→ **WORK ITEM**
Transcribe the data underneath exactly. No images belong in your version.

(Stored data)
• • • • • • •

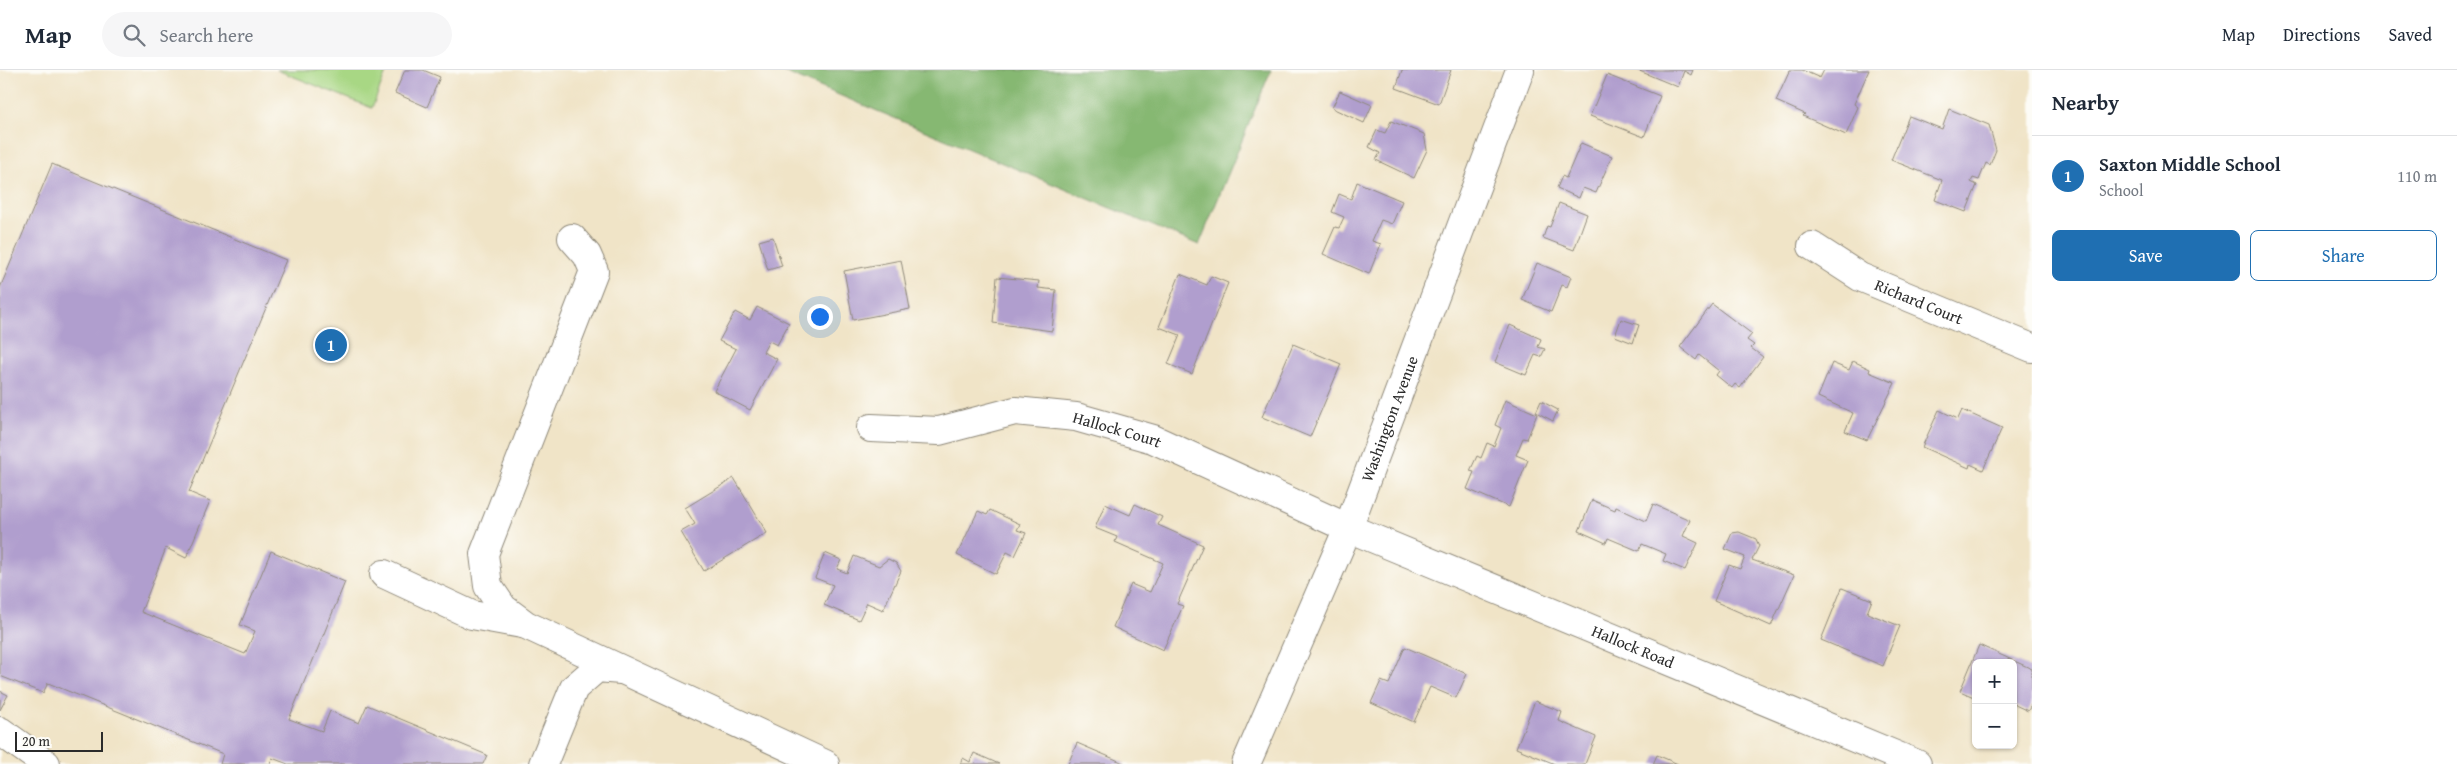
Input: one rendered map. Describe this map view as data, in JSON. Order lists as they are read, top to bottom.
{
  "streets": {
    "street": [
      "Richard Court",
      "Washington Avenue",
      "Hallock Court",
      "Hallock Road"
    ]
  },
  "crossings": [
    ["Washington Avenue", "Hallock Court"],
    ["Washington Avenue", "Hallock Road"],
    ["Hallock Court", "Hallock Road"]
  ],
  "scale_bar": "20 m",
  "page": {
    "header": "Map",
    "search": "Search here",
    "nav": ["Map", "Directions", "Saved"],
    "heading": "Nearby",
    "list": [
      {
        "mark": "1",
        "name": "Saxton Middle School",
        "note": "School",
        "value": "110 m"
      }
    ],
    "buttons": ["Save", "Share"],
    "pins": "1",
    "map_buttons": ["+", "−"],
    "scale": "20 m"
  }
}
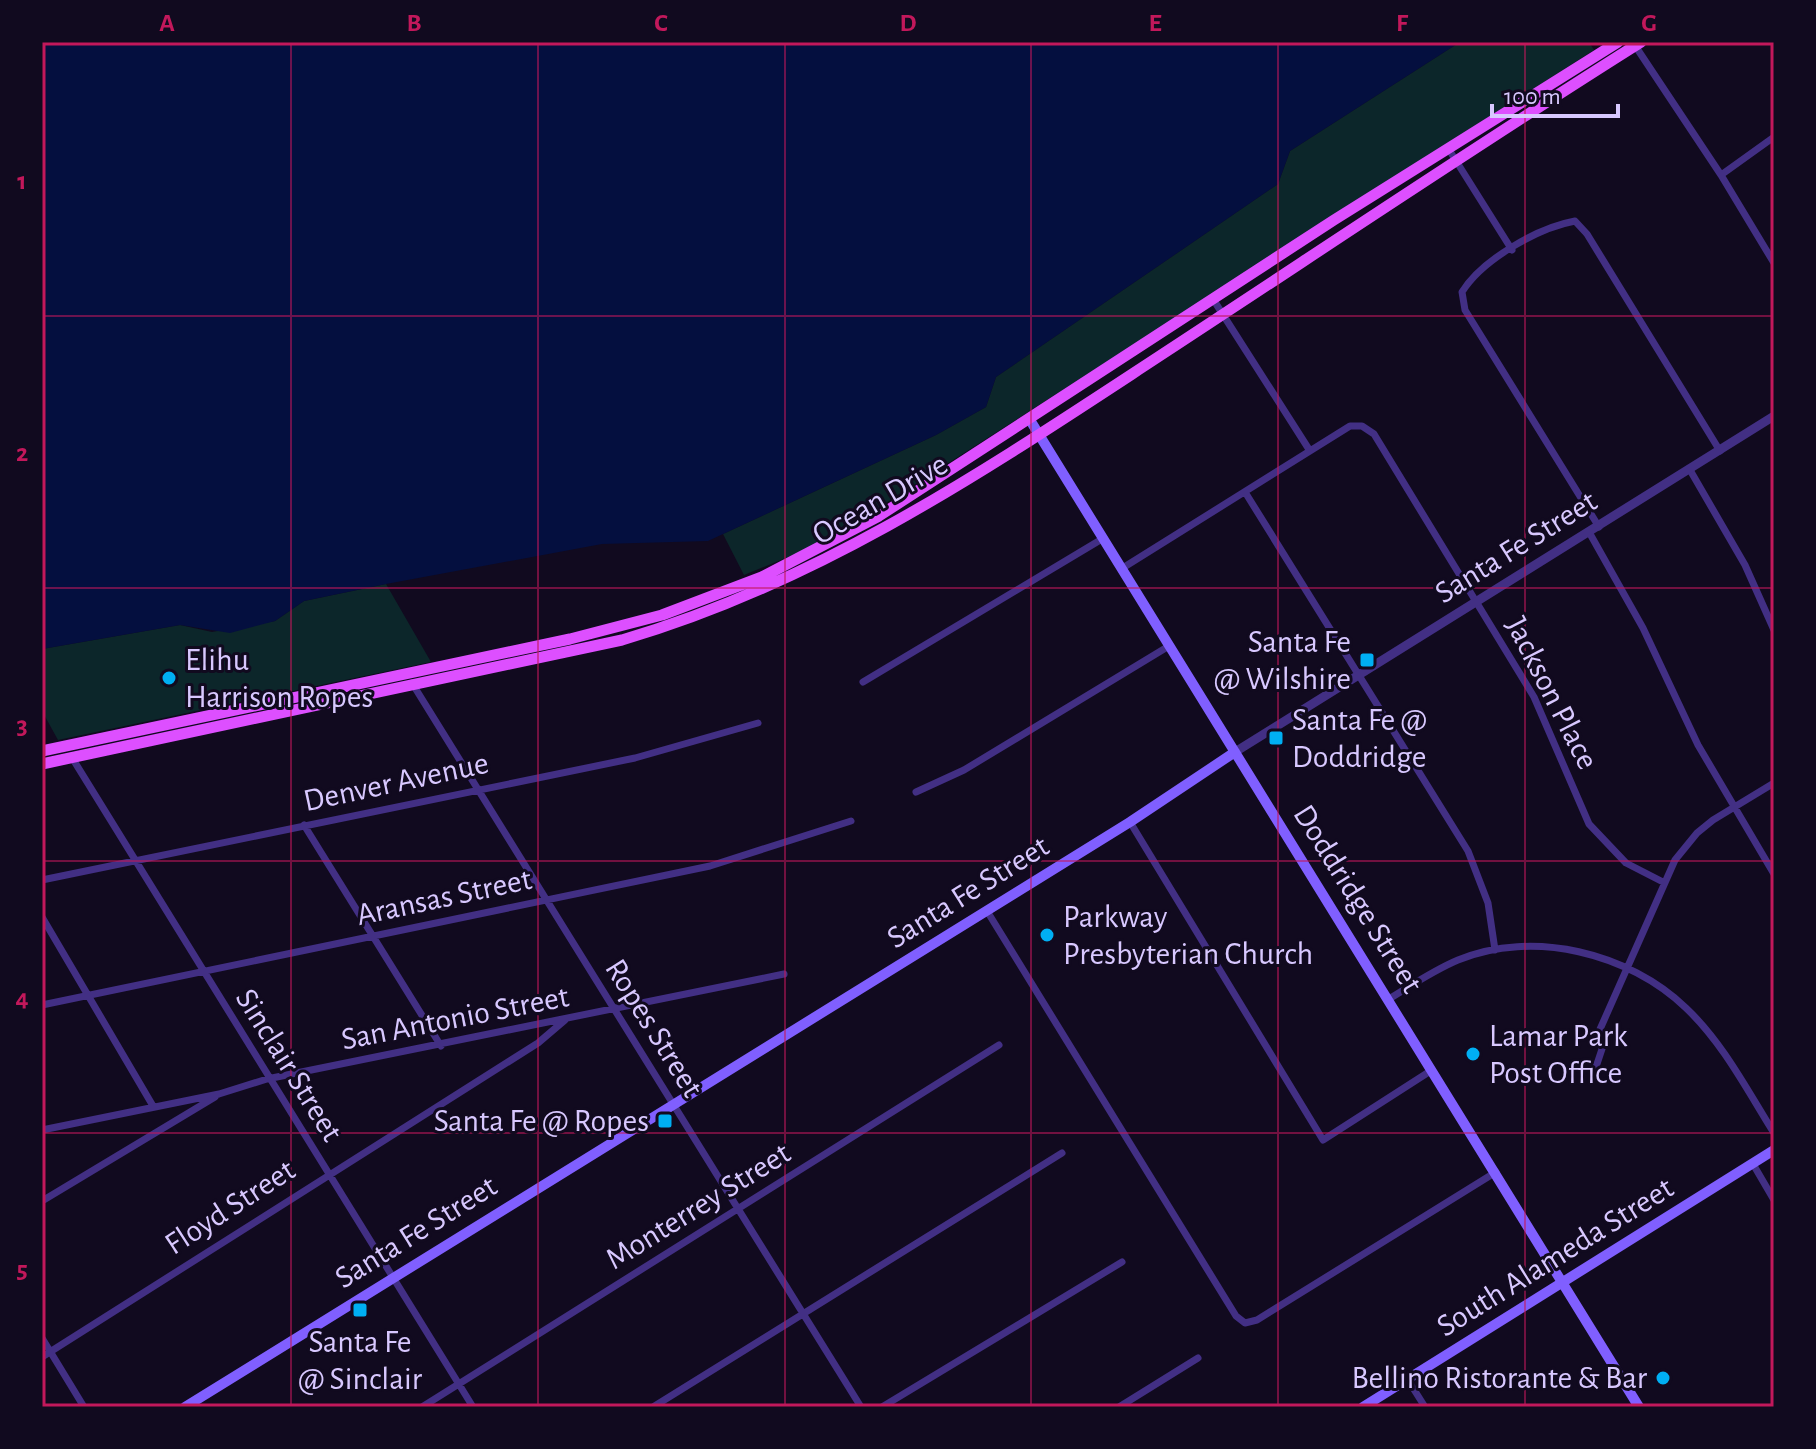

• • • • • • •

→ **RESPONSE TO THE EXERCISE**
Input: one rendered map. Describe this map view as data, in JSON. Order lists as they are read, top to bottom.
{
  "streets": {
    "street": [
      "Richard Court",
      "Washington Avenue",
      "Hallock Court",
      "Hallock Road"
    ]
  },
  "crossings": [
    ["Washington Avenue", "Hallock Court"],
    ["Washington Avenue", "Hallock Road"],
    ["Hallock Court", "Hallock Road"]
  ],
  "scale_bar": "20 m",
  "page": {
    "header": "Map",
    "search": "Search here",
    "nav": ["Map", "Directions", "Saved"],
    "heading": "Nearby",
    "list": [
      {
        "mark": "1",
        "name": "Saxton Middle School",
        "note": "School",
        "value": "110 m"
      }
    ],
    "buttons": ["Save", "Share"],
    "pins": "1",
    "map_buttons": ["+", "−"],
    "scale": "20 m"
  }
}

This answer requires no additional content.